Vocal Synthesis Timeline

Vocal Synthesis Timeline

A very rough timeline of vocal synthesis technologies. At the moment, just jotting down things from memory. Obviously not comprehensive by any means.

References and citations to come, when I have that built into this wikizet.

There's a lot more to say on Speech Synthesis than Singing synthesis. Too much, actually. So, my scope is going to try to skew towards singing synthesis and musical applications of speech synthesis.

1930's and 1940s: Voder

In the late 30s and 40s, Bell Labs creates the Voder, an interface for controlling an electronic voice. The Voder, despite being synthesized using rudimentary electronical components, had a surprising range of speech prosody thanks to the interface. The Voder was notoriously difficult to control, and very few people were capable of effectively performing with it. Such is usually the trade-off with articulative control of artificial voice. It is hard to have interfaces for artificial voice control with high ceilings and low floors.

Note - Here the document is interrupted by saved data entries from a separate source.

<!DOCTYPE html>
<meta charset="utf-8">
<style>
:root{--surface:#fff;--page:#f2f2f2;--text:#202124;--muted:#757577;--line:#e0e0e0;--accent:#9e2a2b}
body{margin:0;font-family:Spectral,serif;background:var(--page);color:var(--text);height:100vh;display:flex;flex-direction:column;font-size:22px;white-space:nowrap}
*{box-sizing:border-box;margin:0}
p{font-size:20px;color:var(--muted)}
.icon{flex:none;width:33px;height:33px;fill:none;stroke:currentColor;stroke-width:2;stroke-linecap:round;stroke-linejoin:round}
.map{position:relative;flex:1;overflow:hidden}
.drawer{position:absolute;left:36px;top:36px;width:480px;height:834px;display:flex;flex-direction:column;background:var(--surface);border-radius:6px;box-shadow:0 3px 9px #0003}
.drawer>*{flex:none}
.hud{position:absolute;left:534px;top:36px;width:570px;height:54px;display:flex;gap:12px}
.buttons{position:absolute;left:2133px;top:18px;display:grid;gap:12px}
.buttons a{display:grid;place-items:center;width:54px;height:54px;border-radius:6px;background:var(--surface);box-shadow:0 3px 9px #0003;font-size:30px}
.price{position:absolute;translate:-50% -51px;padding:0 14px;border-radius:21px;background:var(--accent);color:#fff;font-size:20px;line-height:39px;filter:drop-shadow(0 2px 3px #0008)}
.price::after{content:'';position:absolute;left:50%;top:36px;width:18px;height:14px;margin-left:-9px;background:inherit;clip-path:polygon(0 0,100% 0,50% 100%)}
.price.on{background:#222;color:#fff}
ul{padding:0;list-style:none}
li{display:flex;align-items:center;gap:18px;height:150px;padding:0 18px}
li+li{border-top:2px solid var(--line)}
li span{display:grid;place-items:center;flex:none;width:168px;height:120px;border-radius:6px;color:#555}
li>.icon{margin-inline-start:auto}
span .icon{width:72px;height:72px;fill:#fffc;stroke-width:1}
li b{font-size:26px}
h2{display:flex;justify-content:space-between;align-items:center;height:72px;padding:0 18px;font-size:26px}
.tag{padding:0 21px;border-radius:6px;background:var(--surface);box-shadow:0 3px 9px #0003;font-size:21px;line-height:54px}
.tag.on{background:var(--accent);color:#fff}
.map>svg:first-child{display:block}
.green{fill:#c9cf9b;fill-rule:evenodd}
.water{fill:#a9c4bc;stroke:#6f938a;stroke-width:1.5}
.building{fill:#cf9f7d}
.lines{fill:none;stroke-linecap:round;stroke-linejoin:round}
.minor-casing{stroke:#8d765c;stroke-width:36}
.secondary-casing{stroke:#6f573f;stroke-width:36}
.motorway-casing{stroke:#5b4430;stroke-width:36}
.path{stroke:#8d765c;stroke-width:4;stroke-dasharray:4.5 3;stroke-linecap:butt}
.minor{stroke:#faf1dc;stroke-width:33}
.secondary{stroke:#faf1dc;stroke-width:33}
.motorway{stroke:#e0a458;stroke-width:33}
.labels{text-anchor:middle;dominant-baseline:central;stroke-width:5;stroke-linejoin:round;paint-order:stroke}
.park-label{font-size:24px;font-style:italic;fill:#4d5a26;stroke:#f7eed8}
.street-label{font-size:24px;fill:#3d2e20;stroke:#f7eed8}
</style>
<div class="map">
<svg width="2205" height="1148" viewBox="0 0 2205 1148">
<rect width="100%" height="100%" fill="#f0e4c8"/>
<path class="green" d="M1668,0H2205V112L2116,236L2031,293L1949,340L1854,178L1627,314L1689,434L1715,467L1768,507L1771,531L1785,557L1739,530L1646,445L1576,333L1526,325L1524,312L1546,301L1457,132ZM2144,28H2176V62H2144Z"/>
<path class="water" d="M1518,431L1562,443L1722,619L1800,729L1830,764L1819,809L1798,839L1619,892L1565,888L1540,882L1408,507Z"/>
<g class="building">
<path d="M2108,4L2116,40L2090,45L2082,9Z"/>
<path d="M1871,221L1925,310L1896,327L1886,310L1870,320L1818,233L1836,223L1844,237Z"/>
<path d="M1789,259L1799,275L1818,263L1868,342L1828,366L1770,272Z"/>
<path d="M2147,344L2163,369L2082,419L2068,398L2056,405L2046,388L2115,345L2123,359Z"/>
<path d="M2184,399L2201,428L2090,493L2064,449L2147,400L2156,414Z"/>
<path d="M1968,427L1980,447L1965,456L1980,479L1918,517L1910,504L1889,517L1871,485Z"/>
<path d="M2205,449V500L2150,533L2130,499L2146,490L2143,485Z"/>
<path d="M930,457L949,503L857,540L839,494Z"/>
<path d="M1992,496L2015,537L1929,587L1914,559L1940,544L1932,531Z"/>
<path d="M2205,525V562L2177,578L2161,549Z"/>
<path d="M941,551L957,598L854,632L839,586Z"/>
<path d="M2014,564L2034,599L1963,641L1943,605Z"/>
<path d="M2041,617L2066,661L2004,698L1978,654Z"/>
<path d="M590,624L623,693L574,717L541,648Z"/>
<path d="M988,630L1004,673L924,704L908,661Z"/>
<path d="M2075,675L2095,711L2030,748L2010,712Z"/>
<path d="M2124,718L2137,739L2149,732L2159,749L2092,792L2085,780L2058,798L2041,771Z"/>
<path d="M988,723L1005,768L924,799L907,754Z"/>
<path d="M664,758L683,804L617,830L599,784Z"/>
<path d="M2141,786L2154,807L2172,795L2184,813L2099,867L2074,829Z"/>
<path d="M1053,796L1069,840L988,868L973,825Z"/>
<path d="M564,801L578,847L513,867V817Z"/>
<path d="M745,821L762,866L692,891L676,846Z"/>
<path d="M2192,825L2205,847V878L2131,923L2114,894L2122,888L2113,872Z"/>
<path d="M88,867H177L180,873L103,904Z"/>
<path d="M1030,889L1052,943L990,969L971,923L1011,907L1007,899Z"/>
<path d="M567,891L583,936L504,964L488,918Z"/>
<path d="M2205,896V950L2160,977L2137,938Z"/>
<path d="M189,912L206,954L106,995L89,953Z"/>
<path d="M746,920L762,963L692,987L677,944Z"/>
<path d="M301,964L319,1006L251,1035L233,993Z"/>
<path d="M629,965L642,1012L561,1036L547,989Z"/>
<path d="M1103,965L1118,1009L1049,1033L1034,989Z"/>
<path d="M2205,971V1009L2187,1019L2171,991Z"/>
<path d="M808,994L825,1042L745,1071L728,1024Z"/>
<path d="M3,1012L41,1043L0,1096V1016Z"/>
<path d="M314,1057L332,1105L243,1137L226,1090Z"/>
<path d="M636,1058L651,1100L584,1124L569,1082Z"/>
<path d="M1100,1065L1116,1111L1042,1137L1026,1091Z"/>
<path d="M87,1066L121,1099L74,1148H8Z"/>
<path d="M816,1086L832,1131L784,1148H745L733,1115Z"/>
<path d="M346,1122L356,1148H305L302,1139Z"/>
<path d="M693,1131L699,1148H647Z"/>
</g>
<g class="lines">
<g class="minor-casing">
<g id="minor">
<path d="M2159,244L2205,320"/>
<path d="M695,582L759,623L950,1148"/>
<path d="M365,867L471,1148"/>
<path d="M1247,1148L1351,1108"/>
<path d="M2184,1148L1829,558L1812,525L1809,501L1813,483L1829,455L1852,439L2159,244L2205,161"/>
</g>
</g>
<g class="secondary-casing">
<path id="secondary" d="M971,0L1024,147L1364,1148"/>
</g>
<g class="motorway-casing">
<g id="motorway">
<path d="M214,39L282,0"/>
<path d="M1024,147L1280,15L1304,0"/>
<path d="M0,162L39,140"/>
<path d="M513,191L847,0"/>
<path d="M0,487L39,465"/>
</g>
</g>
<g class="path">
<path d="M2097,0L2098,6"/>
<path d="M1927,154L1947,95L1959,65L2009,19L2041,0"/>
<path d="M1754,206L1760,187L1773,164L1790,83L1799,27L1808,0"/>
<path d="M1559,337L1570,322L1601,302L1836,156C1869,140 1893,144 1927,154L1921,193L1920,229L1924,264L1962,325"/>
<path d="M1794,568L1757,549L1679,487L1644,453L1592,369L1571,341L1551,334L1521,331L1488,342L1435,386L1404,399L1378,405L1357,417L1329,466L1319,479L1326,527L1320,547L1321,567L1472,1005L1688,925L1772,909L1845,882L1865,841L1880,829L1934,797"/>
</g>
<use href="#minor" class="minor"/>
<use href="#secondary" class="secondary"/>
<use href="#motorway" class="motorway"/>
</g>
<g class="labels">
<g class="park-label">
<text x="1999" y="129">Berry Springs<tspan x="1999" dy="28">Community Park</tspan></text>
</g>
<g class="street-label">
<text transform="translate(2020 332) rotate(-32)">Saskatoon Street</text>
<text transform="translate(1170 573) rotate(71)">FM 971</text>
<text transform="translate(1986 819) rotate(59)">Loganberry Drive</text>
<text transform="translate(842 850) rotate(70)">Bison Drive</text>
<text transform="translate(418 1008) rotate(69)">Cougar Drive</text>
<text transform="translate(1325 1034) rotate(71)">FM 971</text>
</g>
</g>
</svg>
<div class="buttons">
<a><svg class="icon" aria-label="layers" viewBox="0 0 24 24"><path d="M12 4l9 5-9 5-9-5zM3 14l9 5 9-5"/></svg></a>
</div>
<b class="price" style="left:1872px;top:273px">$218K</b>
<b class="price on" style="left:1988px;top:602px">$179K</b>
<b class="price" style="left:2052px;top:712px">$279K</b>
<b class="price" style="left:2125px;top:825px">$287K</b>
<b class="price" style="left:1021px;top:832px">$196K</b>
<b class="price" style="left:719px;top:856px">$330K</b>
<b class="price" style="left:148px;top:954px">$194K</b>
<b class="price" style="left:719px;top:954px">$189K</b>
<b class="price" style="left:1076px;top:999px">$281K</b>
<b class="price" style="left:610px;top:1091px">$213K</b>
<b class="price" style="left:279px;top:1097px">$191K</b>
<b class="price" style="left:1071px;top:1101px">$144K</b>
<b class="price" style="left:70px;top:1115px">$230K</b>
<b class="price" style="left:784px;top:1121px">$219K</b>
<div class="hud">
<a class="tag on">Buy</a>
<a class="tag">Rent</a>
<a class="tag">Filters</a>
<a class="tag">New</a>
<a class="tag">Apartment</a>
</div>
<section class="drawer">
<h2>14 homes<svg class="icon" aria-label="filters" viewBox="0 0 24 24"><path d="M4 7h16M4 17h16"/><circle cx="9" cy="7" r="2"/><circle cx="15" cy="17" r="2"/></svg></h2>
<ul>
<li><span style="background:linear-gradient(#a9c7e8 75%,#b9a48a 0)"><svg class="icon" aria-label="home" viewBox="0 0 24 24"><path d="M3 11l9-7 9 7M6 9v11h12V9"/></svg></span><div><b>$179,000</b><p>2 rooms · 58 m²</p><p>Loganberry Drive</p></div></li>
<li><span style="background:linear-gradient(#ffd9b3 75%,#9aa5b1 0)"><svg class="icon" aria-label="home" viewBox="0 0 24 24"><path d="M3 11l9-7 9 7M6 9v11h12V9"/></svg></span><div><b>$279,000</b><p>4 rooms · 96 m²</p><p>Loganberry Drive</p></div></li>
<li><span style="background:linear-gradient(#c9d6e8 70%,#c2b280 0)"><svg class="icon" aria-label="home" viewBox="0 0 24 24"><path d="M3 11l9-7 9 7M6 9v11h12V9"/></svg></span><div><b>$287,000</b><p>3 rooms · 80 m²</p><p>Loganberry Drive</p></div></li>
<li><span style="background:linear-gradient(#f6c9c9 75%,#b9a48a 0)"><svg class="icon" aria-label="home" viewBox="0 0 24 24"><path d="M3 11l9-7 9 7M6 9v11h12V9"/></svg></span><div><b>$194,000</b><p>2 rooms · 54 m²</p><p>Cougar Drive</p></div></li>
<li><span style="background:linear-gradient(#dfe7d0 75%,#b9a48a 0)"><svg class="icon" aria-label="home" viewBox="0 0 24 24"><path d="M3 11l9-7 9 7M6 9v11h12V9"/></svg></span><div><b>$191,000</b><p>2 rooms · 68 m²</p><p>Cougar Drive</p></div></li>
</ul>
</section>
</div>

1960s: Early Physical Models

Physically-based computer models for the vocal tract have been around since the 60s, and singing computers have existed for almost as long. 1962, John L. Kelly and Carol C. Lochbaum publish one of the first software implementations of a physical model of the Vocal Tract. This model was used the year before to be the singing voice in "Daisy Bell" by Max Matthews, the first time a computer would be taught sing, and perhaps one of the earliest significant works of computer music. This work would go on to influence the creation of HAL in 2001 a Space Odyssey. HAL would then set the expectations for what a disembodied computer voice be, which can still be felt today in todays virtual assistants.

70s and 80s

Cheaper hardware leads to concatenative speech synthesis. Decline in Spee

1976: Byte Magazine Volume 00, Number 12: Speech Synthesis https://archive.org/details/byte-magazine-1976-08

1984: MacSpeak Demo on original macintosh.

1991: Perry Cook and Singing Synthesis

In 1991, Perry Cook publishes a seminal work on articulatory singing synthesis. In addition to creating novel ways for analyzing and discovering vocal tract parameters, Cook also builds an interactive GUI for realtime singing control of the DSP model. This is perhaps the earliest time realtime control of such models has been possible, thanks to the hardware improvements.

Early 2000s


In the early 2000s, a commercial singing synthesizer known as Vocaloid is born. Under the hood, Vocaloid implements a proprietary form of concatenative synthesis. Voice sounds for Vocaloid are created by meticulously sampling the performances of live singers. Still in development today, Vocaloid has a rich community and is most definitely considered "cutting-edge" for singing synthesis in the industry.

One of the interesting things about Vocaloid is how they address the uncanny valley issues that come up when doing vocal synthesis. Each voice preset, or "performer", is paired with an cartoon anime performer with a personality and backstory. Making them cartoons does a lot to steer them away from the uncanny valley. Unlike most efforts in speech synthesis, fidelity and even intelligibility are less important. As a result, Vocaloid has a distinct signature sound that is both artificial yet familiar.

Mullen (2006?): 2d-waveguide of KL model

Late 2010s-Present

Machine Learning, TTS

Machine learning techniques used to train data. Considered to be state of the art for speech synthesis

Google Wavenet (circa 2016?):



Some singing synthesis using GANS, but not every interactive.

Interactive Web Programs: Pink Trombone, and Blob Opera

Faster computers means more interactive singing models!

Relatively recent developments of the web browser have yielded very interesting interfaces for musical control of artificial voice. In late 2020, Google releases Blob Opera, an interactive acapella singing quartet of anthopomorphic blobs, allegedly using machine learning to produce chord progressions. A few years earlier, Adult Swim releases "Choir", a web audio powered quartet with a similar premise. These are both collaborations by David Li and Chris Heinrichs. The vocal models here sounds physically based, but I'm yet to confirm this as the source code is not available.

While not deliberately musical like "Blob Opera" or "Choir", Pink Trombone is a fantastic web app developed by Neil Thapen, predating the two efforts by a few years. Touted as low-level speech synthesizer, the Pink Trombone interface is a anatomic split view of a vocal tract that can be manipulated in realtime using the mouse or pointer on mobile. The underlying model is a variation of the Kelly-Lochbaum physical model, utilizing an analytical LF glottal model. Pink Trombone serves as the basis of Voc, a port I made of the DSP layer to ANSI C using a literate programming style.

Much of Neil Thapen's work in Pink Trombone can be traced back to Jack Mullens DSP dissertation on using 2d waveguides vocal tract control.


HOWL comes to mind as a pretty decent singing synthesizer with a pretty novel interface. Circa 2015-2016?